As Poland’s east continues to stagger and stumbles, its southern European neighborhood, broadly defined, seems to hold more promise. The Balkans has more or less stabilized, with some of its parts frozen but others making noteworthy progress both economically and politically. Even the Arabs have awoken from their somnolence, but they have a long way to go before achieving genuine democracy or anything like it. Poland and other Central European countries that have made the democratic and free market transition in the recent past are treasuries of lessons and high morale for those who may follow. These treasuries should be deployed to good purposes not only to help others achieve better functioning polities, but also as a way to break through Europe’s growing psychological insularity. Central European encouragement is liable to be more welcome in the Arab world than squadrons of American officials and NGO-based consultants (though U.S. support for a mobilization and integration of Central Europe’s democracy-promotion resources is probably indispensable).
Some say the winter of 2011–12 in Warsaw will be colder and snowier than usual. However the winter turns out, Poles today feel a certain warmth from a sense that history suddenly seems to be going right for a change.
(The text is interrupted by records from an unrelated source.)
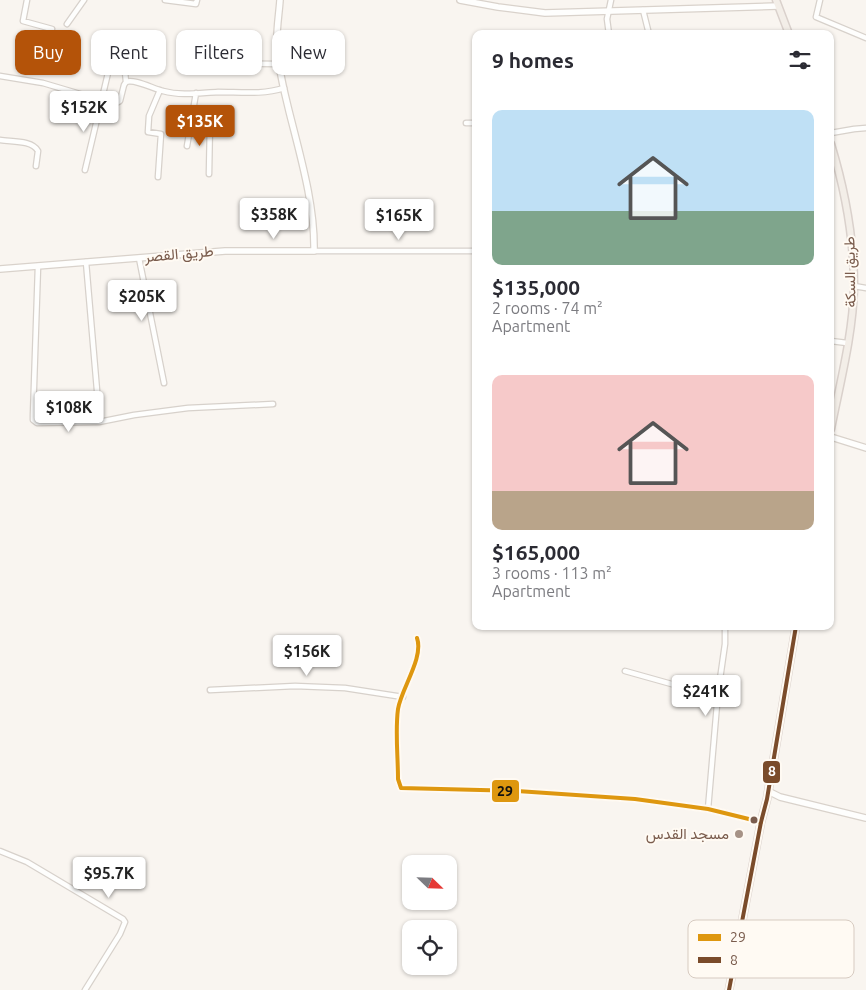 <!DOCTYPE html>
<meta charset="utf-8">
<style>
:root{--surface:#fff;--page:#f2f2f3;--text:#2b2b33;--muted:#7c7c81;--accent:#b45309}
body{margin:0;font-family:Ubuntu,Vazirmatn,sans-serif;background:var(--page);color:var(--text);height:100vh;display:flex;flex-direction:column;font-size:19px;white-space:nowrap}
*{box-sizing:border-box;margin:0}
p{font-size:16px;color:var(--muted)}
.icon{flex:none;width:28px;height:28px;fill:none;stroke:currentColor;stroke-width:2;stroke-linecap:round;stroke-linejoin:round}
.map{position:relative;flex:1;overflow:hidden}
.sheet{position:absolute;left:472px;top:30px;width:362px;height:600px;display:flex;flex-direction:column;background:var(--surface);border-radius:10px;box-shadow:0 1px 4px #0004}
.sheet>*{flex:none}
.guide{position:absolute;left:15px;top:30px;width:382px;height:45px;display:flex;gap:10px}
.needle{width:32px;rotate:113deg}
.controls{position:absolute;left:402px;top:855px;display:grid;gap:10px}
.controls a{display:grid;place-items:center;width:55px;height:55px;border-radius:10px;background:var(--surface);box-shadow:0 1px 4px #0004;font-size:25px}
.price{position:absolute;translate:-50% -42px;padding:0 11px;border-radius:5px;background:#fff;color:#222;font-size:16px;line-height:32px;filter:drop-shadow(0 1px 2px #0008)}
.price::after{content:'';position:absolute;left:50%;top:30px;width:15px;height:11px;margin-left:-8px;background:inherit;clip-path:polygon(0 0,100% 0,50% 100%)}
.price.on{background:var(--accent);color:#fff}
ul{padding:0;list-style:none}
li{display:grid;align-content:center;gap:10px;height:265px;padding:0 20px}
li span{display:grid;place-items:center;height:155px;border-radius:10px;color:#555}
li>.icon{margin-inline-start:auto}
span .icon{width:90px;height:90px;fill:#fffc;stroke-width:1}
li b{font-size:21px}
h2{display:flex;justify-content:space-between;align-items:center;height:60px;padding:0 20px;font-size:21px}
.tag{padding:0 18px;border-radius:10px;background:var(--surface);box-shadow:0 1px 4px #0004;font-size:18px;line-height:45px}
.tag.on{background:var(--accent);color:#fff}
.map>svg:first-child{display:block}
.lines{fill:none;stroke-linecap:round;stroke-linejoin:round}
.street-casing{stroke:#d7d1cb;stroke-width:7}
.secondary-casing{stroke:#d9d2cb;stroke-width:8}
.primary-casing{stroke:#dad1cc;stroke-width:9}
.street{stroke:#fefefd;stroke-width:4.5}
.secondary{stroke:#fefefd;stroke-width:5.5}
.primary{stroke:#f3eee8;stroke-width:6}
.bus-1-casing{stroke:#fffaf3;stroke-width:8}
.bus-2-casing{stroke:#fffaf3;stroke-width:8}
.bus-1{stroke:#de970f;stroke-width:4}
.bus-2{stroke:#7a4b2a;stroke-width:4}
.bus-dot{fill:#7a5c4d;stroke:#fffaf3;stroke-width:2}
.poi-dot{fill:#a69286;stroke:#fffaf3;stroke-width:2}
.labels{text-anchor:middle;stroke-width:4;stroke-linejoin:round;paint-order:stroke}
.street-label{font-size:15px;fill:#7a5c4d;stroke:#fffaf3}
.poi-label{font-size:15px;fill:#7a5c4d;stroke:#fffaf3;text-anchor:end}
.key{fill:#fffaf3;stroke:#d7cbc1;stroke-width:1}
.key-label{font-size:14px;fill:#7a5c4d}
.line-badge{stroke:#fffaf3;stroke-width:2}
.badge-label{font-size:14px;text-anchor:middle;font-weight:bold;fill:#fff}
.pale-badge-label{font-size:14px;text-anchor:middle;font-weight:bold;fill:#111}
</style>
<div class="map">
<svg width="866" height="990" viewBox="0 0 866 990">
<rect width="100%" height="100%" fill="#f9f5f0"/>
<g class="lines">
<g class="street-casing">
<path id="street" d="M27 0 23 21 52 29
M165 0 196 4 197 0
M820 0 816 17 866 38
M643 10 649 34
M67 24 84 0
M609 34 607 19 611 0
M191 63 279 64
M0 76 43 83 114 104 120 101 124 85 126 82 124 62
M126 82C133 78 154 89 163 91 181 96 199 93 218 92 240 92 262 95 284 88
M192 120 210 122 209 174
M466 123H476
M831 133 854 129 866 128
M0 140C12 142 32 140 38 151L36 166
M187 146 196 93
M85 170 108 73
M158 177 161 134 148 132 149 116 160 90
M314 251H476
M139 258 164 383
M86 262 98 402
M38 266 33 415V420L37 423 99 422 134 415 188 408 273 404
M854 286 866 288
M831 341 847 343
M417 638C424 658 401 689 398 709 395 731 398 756 398 779L401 788 517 791 635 799 708 809 761 822
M625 671 675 685 718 693
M210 690 295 686 345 688 403 697
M708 809 718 693 725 644V626
M0 851 27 862 123 919 125 922 120 934 85 990"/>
</g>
<g class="secondary-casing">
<path id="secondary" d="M460 0 498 7 545 13 778 6
M0 269 225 251H314C315 205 300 155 289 111 284 90 278 68 277 46 276 31 279 15 280 0
M831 437 866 448
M768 791 780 797 866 818"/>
</g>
<g class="primary-casing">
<path id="primary" d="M776 0 789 34
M831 144C845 190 854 238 854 287 853 334 840 383 831 429
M729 990 761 822 767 799 796 626"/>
</g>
<use href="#street" class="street"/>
<use href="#secondary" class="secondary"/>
<use href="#primary" class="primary"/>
<g class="bus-1-casing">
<path id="bus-1" d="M417 638C424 658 401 689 398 709 395 731 398 756 398 779L401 788 517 791 635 799 708 809 761 822"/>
</g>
<g class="bus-2-casing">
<path id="bus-2" d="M729 990 761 822 767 799 796 626"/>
</g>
<use href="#bus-1" class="bus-1"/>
<use href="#bus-2" class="bus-2"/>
</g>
<circle class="bus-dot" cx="754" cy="820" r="4.5"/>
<circle class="poi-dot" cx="739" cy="834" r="5"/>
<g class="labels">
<g class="street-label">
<text transform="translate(179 254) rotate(-5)" y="5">طريق القصر</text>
<text transform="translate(850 272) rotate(-91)" y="5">طريق السكة</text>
</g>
<g class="poi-label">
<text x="729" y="839">مسجد القدس</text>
</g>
</g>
<rect x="688" y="920" width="166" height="58" rx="8" class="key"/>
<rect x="698" y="934" width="23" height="7" fill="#de970f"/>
<rect x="698" y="957" width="23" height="6" fill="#7a4b2a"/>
<g class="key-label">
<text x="730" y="942">29</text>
<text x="730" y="965">8</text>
</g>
<g class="line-badge">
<rect x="762" y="760" width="19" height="24" rx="5" fill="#7a4b2a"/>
<rect x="491" y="779" width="29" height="24" rx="5" fill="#de970f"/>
</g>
<g class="badge-label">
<text x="772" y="776">8</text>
</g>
<g class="pale-badge-label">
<text x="505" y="796">29</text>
</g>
</svg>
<div class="controls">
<a><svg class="needle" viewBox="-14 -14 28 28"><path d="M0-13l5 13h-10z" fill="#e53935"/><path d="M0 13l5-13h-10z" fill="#7c7c81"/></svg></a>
<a><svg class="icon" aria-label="locate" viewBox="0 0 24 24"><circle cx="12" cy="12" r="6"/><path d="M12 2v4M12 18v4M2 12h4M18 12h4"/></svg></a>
</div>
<b class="price" style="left:84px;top:133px">$152K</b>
<b class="price on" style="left:200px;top:147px">$135K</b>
<b class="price" style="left:274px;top:240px">$358K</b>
<b class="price" style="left:399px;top:241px">$165K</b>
<b class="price" style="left:142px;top:322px">$205K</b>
<b class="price" style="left:69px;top:433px">$108K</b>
<b class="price" style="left:307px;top:677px">$156K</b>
<b class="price" style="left:706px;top:717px">$241K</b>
<b class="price" style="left:109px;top:899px">$95.7K</b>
<div class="guide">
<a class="tag on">Buy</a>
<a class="tag">Rent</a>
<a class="tag">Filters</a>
<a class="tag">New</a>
</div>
<section class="sheet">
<h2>9 homes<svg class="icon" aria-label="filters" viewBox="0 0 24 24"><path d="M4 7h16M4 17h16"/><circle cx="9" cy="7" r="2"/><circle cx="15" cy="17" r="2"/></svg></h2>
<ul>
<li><span style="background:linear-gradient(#bfe0f5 65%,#7fa58c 0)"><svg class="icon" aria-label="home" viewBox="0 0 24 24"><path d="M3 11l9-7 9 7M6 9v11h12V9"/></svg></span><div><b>$135,000</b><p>2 rooms · 74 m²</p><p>Apartment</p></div></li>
<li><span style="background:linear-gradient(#f6c9c9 75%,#b9a48a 0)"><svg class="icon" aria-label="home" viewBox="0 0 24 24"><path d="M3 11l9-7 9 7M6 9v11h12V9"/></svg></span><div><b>$165,000</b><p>3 rooms · 113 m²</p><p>Apartment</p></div></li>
</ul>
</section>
</div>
Judging from the past half dozen or so centuries, a Pole could be excused for thinking this is as good as it gets. The country’s politics are democratic and stable, its economy is healthy and has proved to be much less accident-prone than others in its neighborhood, and its national spirit is vibrant. Politically independent to a degree little anticipated only a few years ago, its leaders aspire most to be a catalyst of progress in both the European and Transatlantic contexts, for the sake of Poland, the West and the whole world.
There is perhaps a harbinger of real historical transformation in the crisp air here. When one hears the phrase “Warsaw rising” today, everyone beyond the age of twenty thinks immediately of the events of the summer of 1944. If in two or three decades’ time young Poles think instead of an entirely different and much happier scene when those words are uttered, that transformation will have become a reality. It is hard to think of a long-term investment with a higher payoff than that.